> **Task brief**
Every picture should be left out, but the lines below must be repeated exactly.

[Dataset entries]
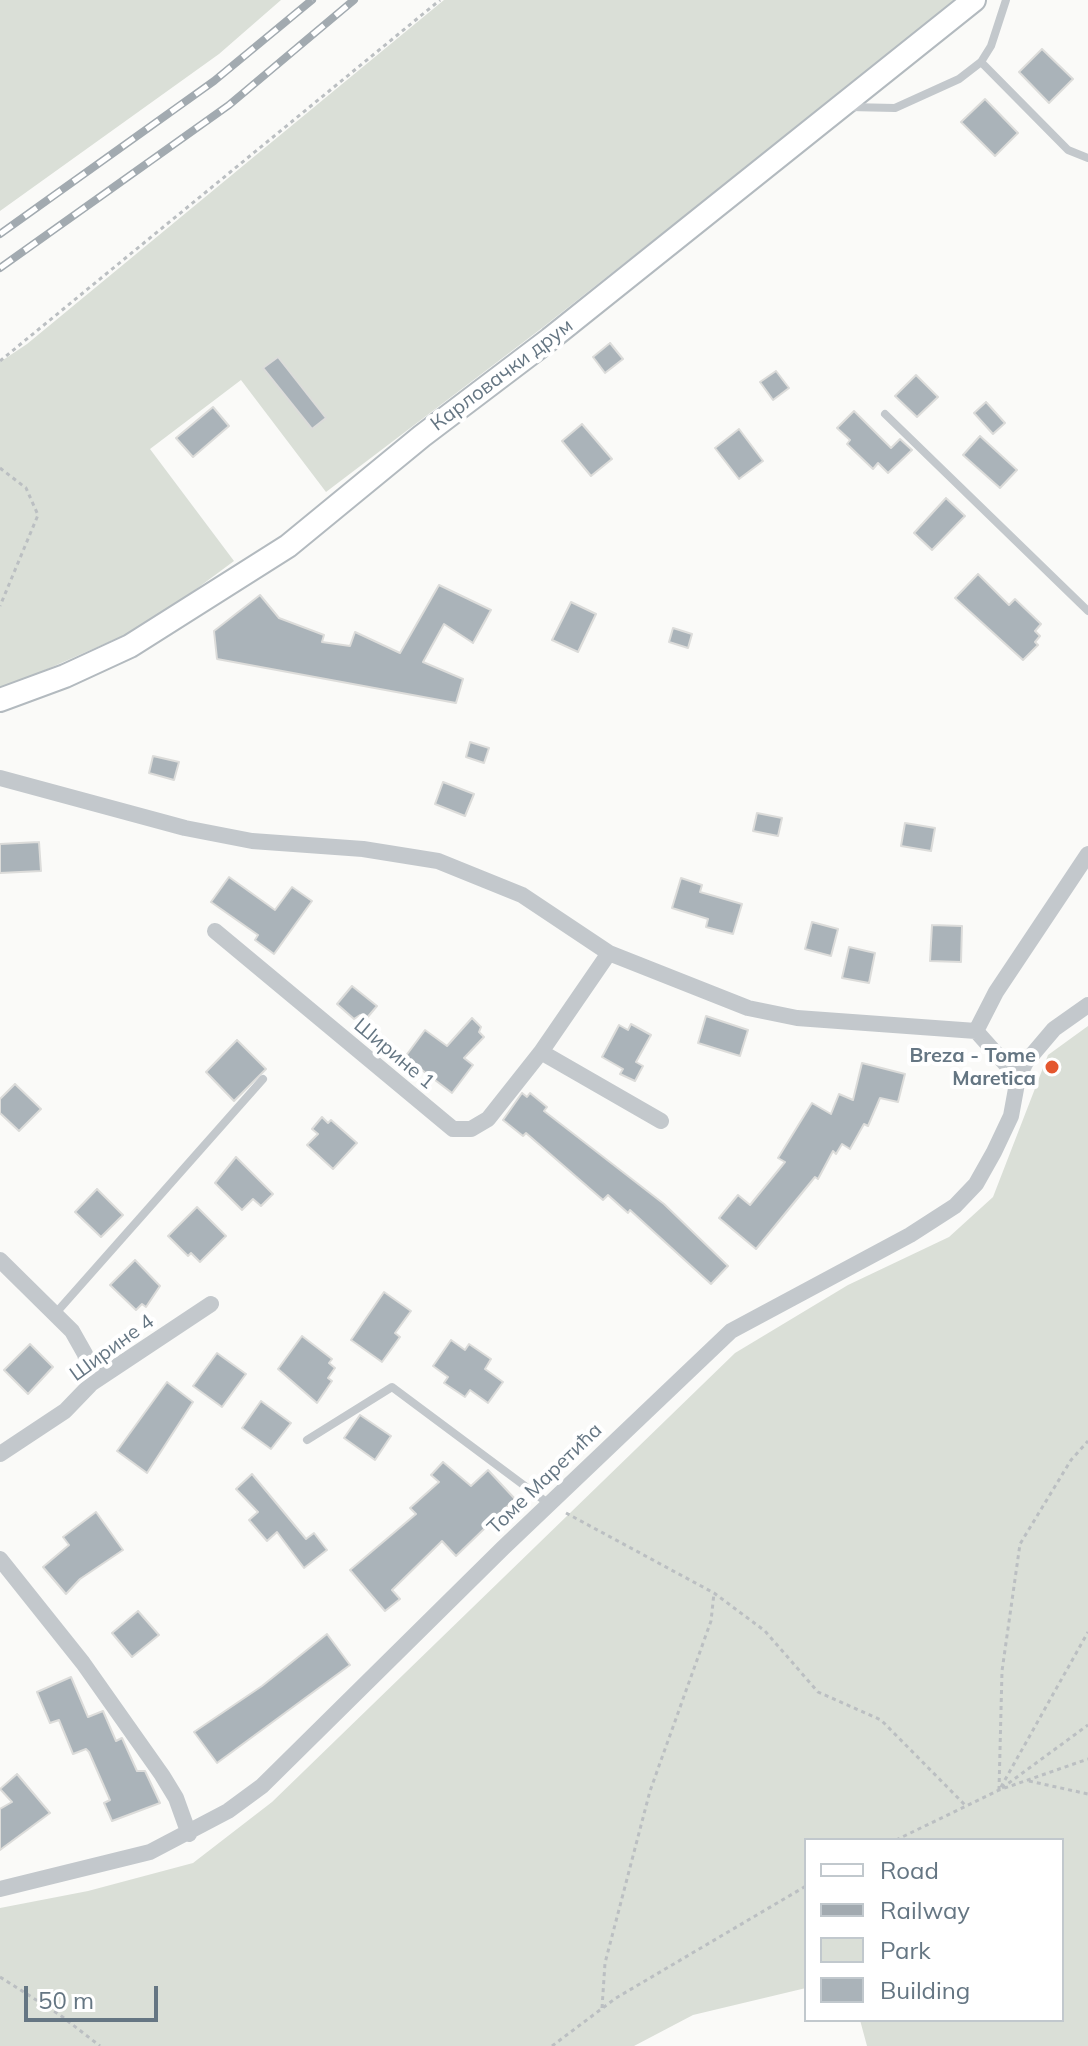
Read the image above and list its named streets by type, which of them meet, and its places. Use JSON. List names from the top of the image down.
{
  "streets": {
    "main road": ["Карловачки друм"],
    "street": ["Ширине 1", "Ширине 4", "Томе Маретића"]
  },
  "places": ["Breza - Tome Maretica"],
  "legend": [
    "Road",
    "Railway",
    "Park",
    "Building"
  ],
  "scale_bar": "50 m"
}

> **Finished task**
Read the image above and list its named streets by type, which of them meet, and its places. Use JSON. List names from the top of the image down.
{
  "streets": {
    "main road": ["Карловачки друм"],
    "street": ["Ширине 1", "Ширине 4", "Томе Маретића"]
  },
  "places": ["Breza - Tome Maretica"],
  "legend": [
    "Road",
    "Railway",
    "Park",
    "Building"
  ],
  "scale_bar": "50 m"
}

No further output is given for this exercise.